TURKEY is continuing to privatise previously state-owned resources operations and develop an open...

Turkey oils the tracks for foreign resources players

As State Economy Minister Ali Babacan told a local Turkish newspaper earlier this year, “Domestic or foreign capital, it’s all the same. In order to let Turkey grow and provide more employment opportunities, it does not have the luxury to segregate its capital.”

The privatisation policy has been ongoing but, in 2007, the Government has taken things in the mineral and petroleum sectors a step further with amendments to Turkish mining and energy laws.

The changes are aimed at attracting more private and particularly foreign investment into Turkey in both exploration and at an operating capacity, according to Ayse Ozkan, head of Ozkan Law Office in Istanbul.

The administration that was previously divided over several departments has been rolled into a central body called the Mining Affairs General Directorate of the Ministry of Energy and Natural Resources, or simply General Directorate.

This has the goal of “reduce the bureaucratic difficulties in the permission and licensing process” as well as simplifying the application process and shortening the time taken for approvals, according to Ozkan.

“In addition, some of the mining activities are excluded from the environmental impact assessment (EIA) and for those activities that require EIA, the time period for the process is shortened up to three months,” she said.

The licensing fees have also been reduced and expropriation of privately owned lands for mining is now possible if deemed in the public’s best interest, and limitations in relation to “certain types of land” have been removed.

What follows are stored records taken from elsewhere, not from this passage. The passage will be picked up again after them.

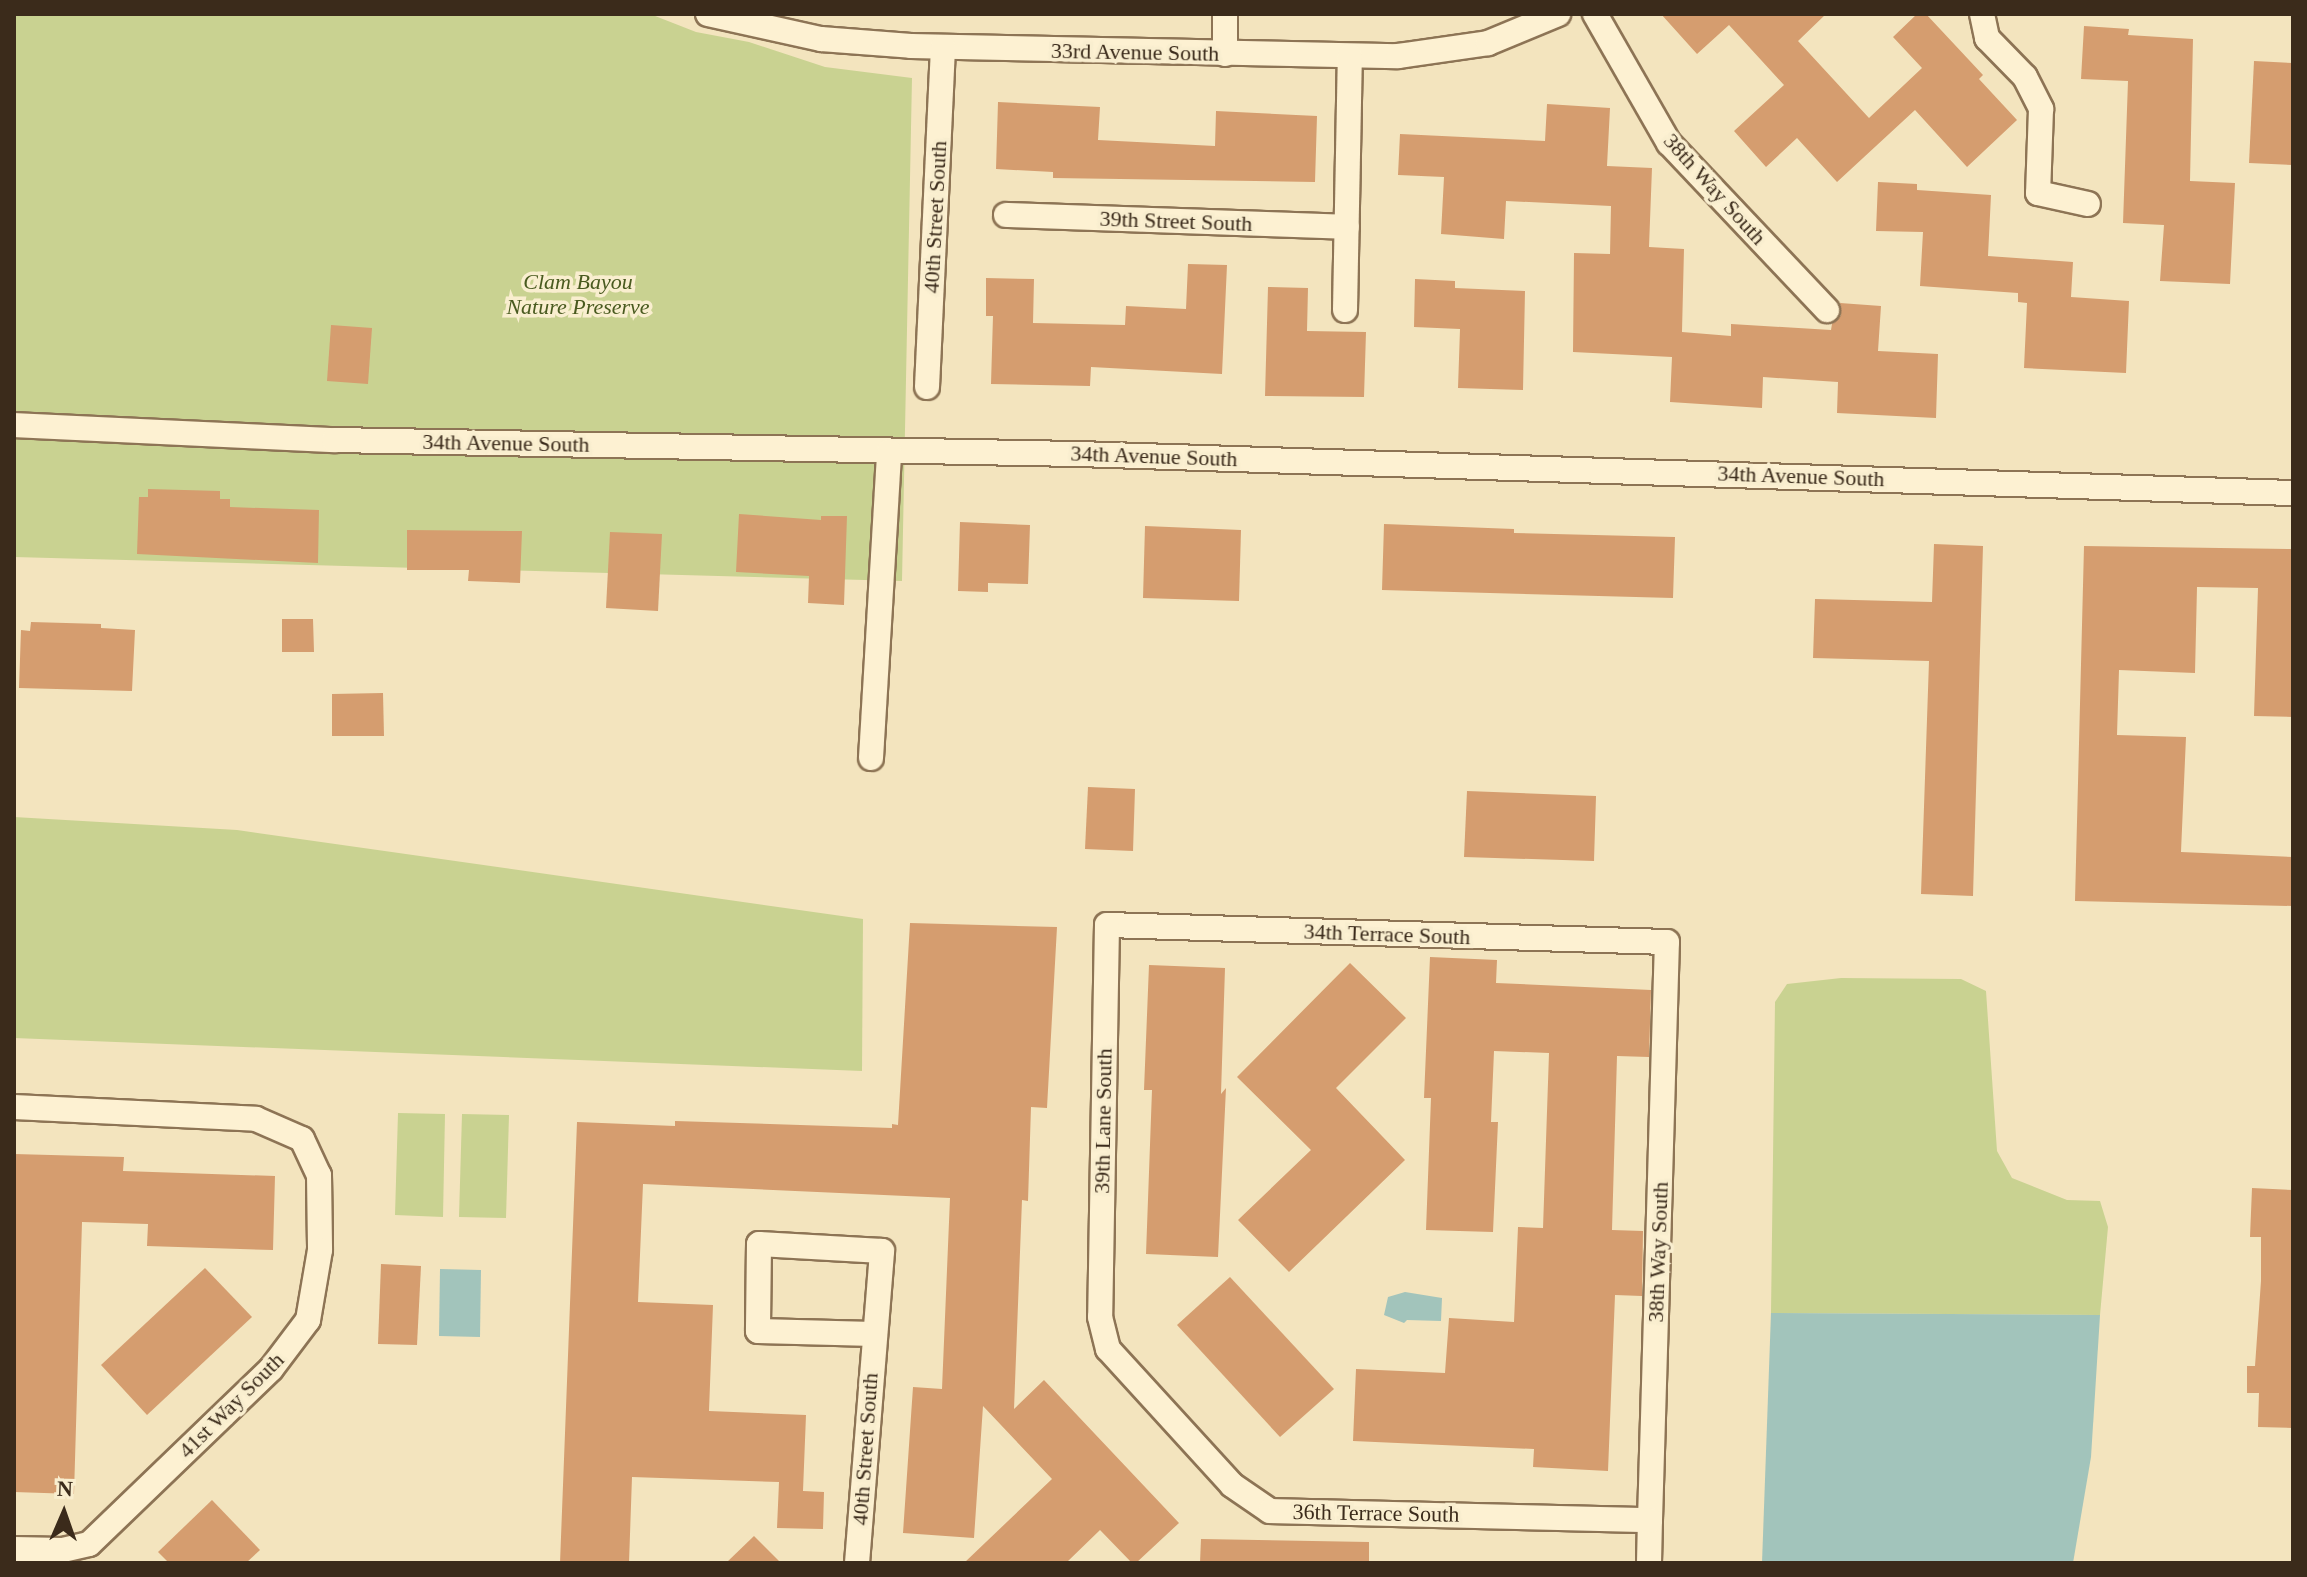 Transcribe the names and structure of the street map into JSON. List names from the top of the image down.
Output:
{
  "streets": {
    "street": [
      "33rd Avenue South",
      "38th Way South",
      "40th Street South",
      "39th Street South",
      "34th Avenue South",
      "34th Terrace South",
      "39th Lane South",
      "41st Way South",
      "36th Terrace South"
    ]
  },
  "crossings": [
    ["33rd Avenue South", "40th Street South"],
    ["38th Way South", "34th Terrace South"],
    ["38th Way South", "36th Terrace South"],
    ["34th Terrace South", "39th Lane South"],
    ["39th Lane South", "36th Terrace South"]
  ],
  "parks": ["Clam Bayou Nature Preserve"],
  "north": "top"
}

The standard exploration licence is valid for three years but a submission can be made to extend that for a further two years for certain minerals, while the operating licence for developers and miners is valid for 10 years and can be extended upon application.

There is a new reduced royalty system for both minerals and petroleum products, with the mineral royalty for most commodities at about 4%, while the petroleum rates vary between 1.7% and 5% and are based on production.

The tangible effects can be seen in the joint venture between Eureka Energy and Incremental Petroleum over the Selmo oil field in Turkey.

Under the new royalty rate the Government will receive 1.7% in royalties from the first 1000 barrels produced per well, which will increase to 5% for the next 4000bbl. This equates to a net royalty of 3.2% compared to 12.5% under the old system.

Turkey has been pro-active in energy opportunities in the region, with a diversified petrochemical industry and an involvement as a joint venture partner in the massive Nabucco pipeline project, which plans to pipe Caspian and possibly Middle Eastern gas through Turkey to Europe to ease shortening supply issues. However, the project is far from a sure thing and question marks remain over its ability to secure a gas supply.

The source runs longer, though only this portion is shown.